Top of Material for this task

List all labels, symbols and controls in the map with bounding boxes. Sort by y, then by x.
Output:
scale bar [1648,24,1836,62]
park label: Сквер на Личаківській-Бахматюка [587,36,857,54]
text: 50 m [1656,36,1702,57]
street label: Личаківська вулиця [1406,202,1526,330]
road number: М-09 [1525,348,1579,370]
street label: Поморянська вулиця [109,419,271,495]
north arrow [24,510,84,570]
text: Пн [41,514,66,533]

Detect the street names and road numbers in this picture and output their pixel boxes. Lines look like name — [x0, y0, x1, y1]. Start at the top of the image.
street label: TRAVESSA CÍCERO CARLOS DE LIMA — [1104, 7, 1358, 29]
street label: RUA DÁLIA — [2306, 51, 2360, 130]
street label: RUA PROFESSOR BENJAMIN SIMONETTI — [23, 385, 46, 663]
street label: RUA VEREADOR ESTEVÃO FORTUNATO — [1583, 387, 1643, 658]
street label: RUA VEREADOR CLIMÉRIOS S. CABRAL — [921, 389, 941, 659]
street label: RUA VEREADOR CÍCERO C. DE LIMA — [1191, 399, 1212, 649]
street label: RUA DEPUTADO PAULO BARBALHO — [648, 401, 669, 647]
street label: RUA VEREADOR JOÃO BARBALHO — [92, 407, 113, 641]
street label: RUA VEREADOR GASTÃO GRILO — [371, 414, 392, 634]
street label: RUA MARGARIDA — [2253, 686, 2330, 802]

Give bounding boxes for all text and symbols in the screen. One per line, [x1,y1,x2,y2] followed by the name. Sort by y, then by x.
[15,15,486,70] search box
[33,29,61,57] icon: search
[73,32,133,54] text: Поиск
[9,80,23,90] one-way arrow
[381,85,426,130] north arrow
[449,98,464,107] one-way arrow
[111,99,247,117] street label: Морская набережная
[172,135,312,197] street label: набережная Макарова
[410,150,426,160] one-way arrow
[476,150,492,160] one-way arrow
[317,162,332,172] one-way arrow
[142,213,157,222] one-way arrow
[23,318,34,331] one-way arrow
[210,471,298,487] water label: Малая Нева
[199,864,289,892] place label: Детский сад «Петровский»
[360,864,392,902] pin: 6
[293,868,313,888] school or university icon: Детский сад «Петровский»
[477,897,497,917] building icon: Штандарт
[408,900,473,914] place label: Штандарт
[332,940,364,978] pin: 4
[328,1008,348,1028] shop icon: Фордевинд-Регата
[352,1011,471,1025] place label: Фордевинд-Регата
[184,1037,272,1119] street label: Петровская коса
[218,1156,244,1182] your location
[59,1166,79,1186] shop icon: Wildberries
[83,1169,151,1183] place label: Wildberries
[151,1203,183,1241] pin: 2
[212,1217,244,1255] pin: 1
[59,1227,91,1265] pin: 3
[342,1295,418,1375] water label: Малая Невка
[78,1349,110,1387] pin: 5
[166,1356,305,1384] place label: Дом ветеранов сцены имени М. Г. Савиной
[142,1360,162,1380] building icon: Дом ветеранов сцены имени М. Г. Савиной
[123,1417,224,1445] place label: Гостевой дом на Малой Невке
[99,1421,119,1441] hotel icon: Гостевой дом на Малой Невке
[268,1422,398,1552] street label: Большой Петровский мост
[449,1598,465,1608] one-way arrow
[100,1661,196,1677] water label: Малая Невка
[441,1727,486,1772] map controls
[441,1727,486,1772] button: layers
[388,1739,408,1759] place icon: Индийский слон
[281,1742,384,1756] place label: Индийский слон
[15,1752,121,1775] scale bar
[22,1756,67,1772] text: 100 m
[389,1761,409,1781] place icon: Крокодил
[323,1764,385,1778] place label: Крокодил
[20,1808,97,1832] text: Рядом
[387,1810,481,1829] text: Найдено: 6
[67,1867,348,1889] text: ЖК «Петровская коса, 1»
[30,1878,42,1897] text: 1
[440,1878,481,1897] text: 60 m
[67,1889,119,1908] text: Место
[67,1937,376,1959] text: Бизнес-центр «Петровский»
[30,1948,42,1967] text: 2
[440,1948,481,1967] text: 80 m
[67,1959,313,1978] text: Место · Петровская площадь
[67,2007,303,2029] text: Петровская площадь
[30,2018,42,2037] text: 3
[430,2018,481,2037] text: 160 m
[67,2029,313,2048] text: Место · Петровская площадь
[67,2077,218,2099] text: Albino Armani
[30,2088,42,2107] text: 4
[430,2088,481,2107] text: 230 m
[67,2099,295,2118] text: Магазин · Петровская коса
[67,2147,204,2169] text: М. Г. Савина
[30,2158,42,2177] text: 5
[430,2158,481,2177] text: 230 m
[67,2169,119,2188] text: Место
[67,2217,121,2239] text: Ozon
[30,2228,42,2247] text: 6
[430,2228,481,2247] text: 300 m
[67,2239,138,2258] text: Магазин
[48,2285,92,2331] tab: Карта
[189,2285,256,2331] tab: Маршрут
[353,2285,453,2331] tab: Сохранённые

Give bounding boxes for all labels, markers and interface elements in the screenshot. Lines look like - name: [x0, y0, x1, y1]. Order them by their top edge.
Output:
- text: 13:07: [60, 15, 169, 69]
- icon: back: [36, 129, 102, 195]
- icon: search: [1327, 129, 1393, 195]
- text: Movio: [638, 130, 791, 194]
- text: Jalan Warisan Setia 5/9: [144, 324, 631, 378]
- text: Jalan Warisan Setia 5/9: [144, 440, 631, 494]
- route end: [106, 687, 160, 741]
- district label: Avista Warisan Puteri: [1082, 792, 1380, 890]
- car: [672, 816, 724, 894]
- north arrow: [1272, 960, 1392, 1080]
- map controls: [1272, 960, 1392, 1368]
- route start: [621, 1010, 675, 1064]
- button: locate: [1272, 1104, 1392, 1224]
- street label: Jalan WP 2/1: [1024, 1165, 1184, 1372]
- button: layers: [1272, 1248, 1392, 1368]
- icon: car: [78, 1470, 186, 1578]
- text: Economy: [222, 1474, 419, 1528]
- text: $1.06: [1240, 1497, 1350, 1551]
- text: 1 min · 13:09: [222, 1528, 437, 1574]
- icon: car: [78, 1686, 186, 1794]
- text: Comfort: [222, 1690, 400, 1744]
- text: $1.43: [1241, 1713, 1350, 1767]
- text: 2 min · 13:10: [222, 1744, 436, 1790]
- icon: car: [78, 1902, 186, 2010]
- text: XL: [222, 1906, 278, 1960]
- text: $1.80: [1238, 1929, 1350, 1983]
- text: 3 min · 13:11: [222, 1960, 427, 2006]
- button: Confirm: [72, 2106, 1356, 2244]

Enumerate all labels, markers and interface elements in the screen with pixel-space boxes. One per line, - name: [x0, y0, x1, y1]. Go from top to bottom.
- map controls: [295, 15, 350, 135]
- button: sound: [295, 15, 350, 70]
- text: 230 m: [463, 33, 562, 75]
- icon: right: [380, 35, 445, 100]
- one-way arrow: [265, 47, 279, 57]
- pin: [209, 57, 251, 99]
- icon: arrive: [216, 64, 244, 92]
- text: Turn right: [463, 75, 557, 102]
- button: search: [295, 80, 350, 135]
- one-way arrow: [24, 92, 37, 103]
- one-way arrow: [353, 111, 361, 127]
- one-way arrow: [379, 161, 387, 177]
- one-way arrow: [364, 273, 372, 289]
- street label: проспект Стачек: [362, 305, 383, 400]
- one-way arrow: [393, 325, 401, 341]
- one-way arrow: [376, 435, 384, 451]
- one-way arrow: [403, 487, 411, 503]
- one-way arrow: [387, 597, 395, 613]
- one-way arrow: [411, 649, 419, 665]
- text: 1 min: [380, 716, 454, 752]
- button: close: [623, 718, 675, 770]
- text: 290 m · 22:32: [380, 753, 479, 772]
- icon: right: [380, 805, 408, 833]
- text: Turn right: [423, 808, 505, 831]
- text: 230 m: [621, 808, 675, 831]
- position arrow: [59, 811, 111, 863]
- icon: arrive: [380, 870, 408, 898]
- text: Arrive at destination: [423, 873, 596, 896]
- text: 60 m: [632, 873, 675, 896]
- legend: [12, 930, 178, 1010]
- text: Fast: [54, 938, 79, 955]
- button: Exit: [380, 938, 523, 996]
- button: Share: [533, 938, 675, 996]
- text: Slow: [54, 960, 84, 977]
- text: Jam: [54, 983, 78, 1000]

Bottom of Material for this task

#### Work instruction:
Looking at the entries above, say how many lines contain the word "water". Nothing but the number is needed.

#### Response:
3